First, create embeddings for your schema:

import voyageai
vo = voyageai.Client()
def embed_schema():
    tables = ['departments', 'employees']
    embeddings = {}
    for table in tables:
        cursor.execute(f"PRAGMA table_info({table})")
        columns = cursor.fetchall()
        schema_text = f"Table: {table}\n" + "\n".join([f"- {col[1]} ({col[2]})" for col in columns])
        response = vo.embed([schema_text], model="voyage-2")
        embeddings[table] = response.embeddings[0]
    return embeddings

Then, retrieve the most relevant tables for each query:

def retrieve_relevant_schema(user_query, embeddings):
    query_embedding = vo.embed([user_query], model="voyage-2").embeddings[0]
    
    # Simple cosine similarity
    from sklearn.metrics.pairwise import cosine_similarity
    import numpy as np
    
    scores = {}
    for table, emb in embeddings.items():
        scores[table] = cosine_similarity([query_embedding], [emb])[0][0]
    
    # Return top 2 most relevant tables
    relevant = sorted(scores, key=scores.get, reverse=True)[:2]
    return relevant

This approach scales to hundreds of tables and keeps your prompts focused and efficient.

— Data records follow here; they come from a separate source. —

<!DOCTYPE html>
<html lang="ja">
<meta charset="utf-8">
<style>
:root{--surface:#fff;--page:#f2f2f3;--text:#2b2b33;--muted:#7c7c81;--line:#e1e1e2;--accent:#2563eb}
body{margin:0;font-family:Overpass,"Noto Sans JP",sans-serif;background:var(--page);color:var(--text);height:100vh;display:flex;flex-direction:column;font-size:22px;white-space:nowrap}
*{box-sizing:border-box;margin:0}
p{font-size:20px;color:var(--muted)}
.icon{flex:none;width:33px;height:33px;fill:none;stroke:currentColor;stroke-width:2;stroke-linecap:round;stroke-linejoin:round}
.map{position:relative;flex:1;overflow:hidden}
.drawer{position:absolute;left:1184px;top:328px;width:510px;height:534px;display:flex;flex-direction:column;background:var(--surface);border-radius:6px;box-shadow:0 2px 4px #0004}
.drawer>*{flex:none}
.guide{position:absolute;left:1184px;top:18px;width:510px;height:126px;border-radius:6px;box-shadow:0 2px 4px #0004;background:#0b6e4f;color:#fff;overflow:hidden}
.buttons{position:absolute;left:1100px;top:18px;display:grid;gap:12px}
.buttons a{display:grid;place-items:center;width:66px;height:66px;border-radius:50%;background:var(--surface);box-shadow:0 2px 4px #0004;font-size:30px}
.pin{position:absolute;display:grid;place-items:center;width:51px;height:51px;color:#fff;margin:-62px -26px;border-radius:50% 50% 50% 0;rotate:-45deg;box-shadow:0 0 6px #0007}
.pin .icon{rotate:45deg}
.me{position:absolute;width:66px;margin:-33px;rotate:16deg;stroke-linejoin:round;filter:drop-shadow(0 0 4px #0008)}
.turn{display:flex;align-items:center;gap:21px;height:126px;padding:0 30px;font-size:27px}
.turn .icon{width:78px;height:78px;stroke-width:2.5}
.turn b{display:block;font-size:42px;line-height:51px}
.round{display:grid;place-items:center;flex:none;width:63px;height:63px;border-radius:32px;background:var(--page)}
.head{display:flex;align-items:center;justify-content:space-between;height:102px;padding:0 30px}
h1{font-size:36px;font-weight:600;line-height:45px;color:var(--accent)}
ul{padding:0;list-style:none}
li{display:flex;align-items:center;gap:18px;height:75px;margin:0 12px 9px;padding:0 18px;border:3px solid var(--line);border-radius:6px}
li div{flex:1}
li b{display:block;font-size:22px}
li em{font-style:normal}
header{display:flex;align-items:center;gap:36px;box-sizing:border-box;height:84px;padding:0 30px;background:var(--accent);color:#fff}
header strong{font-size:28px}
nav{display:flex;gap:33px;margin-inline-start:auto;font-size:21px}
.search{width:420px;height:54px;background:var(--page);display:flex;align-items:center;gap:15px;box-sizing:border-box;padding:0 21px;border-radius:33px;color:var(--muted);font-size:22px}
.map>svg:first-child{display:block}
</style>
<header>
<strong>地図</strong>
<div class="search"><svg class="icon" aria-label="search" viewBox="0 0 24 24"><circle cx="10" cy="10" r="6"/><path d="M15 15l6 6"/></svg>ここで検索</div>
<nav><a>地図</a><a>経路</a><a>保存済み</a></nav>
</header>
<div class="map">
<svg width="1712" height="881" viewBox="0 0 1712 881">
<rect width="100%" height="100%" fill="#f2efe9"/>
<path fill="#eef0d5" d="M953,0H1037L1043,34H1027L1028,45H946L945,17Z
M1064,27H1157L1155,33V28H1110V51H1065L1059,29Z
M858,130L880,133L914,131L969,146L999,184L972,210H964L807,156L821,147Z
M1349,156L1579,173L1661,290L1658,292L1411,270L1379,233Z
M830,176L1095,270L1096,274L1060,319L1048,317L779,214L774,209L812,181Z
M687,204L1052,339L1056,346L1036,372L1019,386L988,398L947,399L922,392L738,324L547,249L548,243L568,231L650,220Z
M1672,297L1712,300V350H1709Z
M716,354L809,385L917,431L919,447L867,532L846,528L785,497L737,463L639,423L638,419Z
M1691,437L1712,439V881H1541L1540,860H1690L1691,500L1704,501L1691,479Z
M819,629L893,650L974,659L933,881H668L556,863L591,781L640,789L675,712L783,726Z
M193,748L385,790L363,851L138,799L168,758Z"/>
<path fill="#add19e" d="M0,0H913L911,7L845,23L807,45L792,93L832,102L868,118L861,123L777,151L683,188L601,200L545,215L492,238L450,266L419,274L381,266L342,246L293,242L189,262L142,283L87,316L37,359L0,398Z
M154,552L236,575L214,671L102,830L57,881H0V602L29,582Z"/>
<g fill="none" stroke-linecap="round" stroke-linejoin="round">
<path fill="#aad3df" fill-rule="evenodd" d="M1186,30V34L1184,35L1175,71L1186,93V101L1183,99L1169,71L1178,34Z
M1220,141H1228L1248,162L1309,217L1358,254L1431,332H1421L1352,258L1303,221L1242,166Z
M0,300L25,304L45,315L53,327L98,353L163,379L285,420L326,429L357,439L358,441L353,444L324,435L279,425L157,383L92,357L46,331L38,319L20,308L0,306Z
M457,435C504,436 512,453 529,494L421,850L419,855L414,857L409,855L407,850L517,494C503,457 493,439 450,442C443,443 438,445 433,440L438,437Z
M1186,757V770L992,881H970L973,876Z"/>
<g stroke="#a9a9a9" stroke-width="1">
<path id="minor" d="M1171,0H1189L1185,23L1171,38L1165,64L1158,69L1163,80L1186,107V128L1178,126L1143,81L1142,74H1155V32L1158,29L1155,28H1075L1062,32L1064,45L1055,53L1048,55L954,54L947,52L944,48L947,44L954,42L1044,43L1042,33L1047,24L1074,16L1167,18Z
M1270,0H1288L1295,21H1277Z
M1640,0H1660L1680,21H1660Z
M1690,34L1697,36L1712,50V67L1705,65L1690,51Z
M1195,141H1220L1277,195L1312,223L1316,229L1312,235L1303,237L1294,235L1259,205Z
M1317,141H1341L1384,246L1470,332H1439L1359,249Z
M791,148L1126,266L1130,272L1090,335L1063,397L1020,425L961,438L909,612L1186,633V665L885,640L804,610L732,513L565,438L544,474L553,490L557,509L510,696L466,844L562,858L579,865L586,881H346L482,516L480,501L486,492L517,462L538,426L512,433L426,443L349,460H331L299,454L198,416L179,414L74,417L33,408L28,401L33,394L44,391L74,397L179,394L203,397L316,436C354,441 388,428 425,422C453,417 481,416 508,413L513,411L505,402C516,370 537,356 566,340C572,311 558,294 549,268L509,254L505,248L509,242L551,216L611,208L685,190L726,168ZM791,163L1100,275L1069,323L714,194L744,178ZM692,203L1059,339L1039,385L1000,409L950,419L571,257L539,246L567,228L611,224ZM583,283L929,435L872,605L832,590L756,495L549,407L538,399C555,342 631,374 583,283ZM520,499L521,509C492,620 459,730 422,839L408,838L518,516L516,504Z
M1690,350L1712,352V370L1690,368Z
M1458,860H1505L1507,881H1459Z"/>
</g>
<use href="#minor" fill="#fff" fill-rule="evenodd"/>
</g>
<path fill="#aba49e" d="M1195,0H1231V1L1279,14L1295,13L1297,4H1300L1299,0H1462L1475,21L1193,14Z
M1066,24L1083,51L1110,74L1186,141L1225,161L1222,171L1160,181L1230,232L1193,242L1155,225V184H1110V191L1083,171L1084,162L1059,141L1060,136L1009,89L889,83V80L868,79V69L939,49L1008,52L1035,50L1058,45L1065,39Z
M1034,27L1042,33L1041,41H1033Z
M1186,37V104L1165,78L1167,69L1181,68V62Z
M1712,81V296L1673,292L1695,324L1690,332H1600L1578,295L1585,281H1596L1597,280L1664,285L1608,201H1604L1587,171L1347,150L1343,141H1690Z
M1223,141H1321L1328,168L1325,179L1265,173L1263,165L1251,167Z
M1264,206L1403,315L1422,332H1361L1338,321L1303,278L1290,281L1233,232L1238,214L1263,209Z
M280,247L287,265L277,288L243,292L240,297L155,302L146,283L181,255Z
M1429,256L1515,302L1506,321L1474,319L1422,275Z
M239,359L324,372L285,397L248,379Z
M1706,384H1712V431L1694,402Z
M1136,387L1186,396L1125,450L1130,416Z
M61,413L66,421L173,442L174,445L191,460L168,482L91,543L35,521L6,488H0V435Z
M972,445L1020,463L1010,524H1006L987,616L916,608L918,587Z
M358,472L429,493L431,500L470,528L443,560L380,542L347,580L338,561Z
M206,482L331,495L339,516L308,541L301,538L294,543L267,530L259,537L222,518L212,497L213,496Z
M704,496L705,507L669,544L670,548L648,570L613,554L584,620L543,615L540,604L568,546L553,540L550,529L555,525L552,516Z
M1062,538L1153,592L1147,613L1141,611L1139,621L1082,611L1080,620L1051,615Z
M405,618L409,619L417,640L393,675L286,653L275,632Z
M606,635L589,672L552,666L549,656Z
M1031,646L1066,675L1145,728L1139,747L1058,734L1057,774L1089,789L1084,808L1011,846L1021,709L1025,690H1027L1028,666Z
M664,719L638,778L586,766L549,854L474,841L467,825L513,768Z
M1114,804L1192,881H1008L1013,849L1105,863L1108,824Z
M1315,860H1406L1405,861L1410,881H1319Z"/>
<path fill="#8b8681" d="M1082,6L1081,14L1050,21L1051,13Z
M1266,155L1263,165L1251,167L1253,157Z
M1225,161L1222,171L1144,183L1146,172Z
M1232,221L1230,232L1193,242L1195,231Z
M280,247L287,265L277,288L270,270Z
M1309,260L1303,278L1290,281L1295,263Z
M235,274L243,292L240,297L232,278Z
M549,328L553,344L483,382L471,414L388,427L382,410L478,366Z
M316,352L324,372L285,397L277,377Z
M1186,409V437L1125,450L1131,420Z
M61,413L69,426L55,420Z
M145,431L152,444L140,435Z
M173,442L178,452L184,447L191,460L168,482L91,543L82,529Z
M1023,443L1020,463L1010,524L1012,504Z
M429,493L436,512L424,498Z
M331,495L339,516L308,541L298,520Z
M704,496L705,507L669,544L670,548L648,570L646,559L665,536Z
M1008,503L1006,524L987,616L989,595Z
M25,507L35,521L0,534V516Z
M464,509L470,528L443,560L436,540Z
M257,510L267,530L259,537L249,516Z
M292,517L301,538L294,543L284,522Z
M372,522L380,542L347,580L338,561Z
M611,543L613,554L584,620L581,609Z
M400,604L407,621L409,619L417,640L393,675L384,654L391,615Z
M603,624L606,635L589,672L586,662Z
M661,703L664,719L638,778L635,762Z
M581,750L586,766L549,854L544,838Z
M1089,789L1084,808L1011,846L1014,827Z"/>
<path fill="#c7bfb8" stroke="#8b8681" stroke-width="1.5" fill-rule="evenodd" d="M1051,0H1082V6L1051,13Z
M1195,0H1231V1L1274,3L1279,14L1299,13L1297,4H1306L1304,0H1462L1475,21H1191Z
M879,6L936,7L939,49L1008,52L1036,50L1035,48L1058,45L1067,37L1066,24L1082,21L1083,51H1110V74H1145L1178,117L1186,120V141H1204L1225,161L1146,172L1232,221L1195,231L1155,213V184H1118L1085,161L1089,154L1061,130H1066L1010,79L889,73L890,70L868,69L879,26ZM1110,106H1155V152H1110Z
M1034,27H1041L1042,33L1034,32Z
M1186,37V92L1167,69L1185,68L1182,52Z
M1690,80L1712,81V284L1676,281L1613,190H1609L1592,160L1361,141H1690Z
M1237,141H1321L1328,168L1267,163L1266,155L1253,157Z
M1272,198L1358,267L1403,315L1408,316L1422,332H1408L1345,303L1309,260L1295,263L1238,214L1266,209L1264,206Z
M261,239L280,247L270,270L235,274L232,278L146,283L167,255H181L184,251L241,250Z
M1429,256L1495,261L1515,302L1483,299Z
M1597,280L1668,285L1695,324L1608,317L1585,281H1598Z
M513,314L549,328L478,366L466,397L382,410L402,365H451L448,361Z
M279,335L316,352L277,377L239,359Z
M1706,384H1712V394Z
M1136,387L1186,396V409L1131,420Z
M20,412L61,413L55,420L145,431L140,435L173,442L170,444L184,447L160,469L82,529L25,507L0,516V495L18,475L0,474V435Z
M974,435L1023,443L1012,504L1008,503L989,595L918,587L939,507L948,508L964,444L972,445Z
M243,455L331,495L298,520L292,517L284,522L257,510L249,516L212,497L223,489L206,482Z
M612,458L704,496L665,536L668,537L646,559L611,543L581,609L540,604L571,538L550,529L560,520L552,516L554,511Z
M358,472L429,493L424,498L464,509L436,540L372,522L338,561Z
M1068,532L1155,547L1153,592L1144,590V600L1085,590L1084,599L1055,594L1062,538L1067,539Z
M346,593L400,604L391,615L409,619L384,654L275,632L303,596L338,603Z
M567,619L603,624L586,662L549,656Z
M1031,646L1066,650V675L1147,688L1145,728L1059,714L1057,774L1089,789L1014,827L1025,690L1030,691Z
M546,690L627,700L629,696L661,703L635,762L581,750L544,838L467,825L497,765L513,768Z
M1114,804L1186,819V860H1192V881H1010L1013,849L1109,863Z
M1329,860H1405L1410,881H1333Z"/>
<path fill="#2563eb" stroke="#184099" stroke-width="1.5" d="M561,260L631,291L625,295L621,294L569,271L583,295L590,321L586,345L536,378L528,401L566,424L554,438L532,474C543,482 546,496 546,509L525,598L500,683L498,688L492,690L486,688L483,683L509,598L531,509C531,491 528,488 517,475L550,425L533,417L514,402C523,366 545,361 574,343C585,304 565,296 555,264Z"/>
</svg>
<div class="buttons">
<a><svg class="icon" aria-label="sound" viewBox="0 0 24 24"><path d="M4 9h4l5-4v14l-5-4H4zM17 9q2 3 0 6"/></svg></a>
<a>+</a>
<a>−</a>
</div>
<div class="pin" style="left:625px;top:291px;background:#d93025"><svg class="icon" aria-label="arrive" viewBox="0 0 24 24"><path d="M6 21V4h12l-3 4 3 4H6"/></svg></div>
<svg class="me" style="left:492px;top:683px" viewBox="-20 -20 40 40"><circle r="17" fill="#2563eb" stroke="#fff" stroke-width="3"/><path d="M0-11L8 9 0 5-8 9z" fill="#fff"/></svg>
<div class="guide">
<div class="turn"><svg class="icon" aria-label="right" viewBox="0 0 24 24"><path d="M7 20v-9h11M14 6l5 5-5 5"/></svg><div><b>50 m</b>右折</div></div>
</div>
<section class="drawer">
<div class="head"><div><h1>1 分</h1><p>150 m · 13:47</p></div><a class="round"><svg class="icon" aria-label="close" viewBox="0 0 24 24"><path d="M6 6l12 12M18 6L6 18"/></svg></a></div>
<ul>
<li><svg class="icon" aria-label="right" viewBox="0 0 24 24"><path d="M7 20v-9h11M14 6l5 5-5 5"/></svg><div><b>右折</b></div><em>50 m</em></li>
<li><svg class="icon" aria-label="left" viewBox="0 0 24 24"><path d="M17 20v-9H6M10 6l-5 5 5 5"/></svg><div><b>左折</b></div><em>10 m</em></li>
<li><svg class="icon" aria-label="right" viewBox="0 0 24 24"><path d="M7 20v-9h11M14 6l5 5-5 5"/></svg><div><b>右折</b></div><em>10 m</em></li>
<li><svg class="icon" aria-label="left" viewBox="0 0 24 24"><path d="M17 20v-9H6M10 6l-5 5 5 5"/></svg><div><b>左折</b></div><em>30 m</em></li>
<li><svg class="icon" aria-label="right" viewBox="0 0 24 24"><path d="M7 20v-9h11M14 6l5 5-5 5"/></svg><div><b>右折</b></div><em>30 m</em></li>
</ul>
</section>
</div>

Building a Self-Improvement Loop

One of Claude's most powerful capabilities is self-correction. By executing the generated SQL and feeding errors back to Claude, you can create a self-improvement loop.

def execute_with_retry(sql_query, max_attempts=3):
    for attempt in range(max_attempts):
        try:
            cursor.execute(sql_query)
            results = cursor.fetchall()
            return {"success": True, "results": results}
        except Exception as e:
            if attempt == max_attempts - 1:
                return {"success": False, "error": str(e)}
            
            # Ask Claude to fix the query
            fix_prompt = f"""The following SQL query generated an error:
Query: {sql_query}
Error: {str(e)}
Please fix the query:"""
            
            response = client.messages.create(
                model="claude-3-5-sonnet-20241022",
                max_tokens=200,
                messages=[{"role": "user", "content": fix_prompt}]
            )
            sql_query = response.content[0].text

This loop handles:

Syntax errors (missing commas, wrong keywords)
Schema mismatches (wrong table or column names)
Logic errors (incorrect joins or aggregations)

Evaluating Your System

To ensure quality, implement automated evaluations:

Exact match: Compare generated SQL against ground truth queries
Execution match: Run both queries and compare result sets
Semantic similarity: Use embeddings to compare query intent

def evaluate_query(generated_sql, expected_sql):
    cursor.execute(generated_sql)
    gen_results = set(cursor.fetchall())
    
    cursor.execute(expected_sql)
    exp_results = set(cursor.fetchall())
    
    return gen_results == exp_results

Key Takeaways

Start simple, iterate fast: Begin with basic prompts and add few-shot examples, chain-of-thought, and RAG as needed.
RAG is essential for scale: For databases with more than 10-20 tables, dynamic schema retrieval dramatically improves accuracy and reduces token usage.
Self-improvement loops catch errors: Let Claude execute and fix its own SQL. This catches syntax errors and logical mistakes before they reach users.
Include data samples in prompts: A few rows of real data help Claude understand value formats and relationships.
Evaluate rigorously: Use execution match (comparing result sets) rather than just string matching to validate query correctness.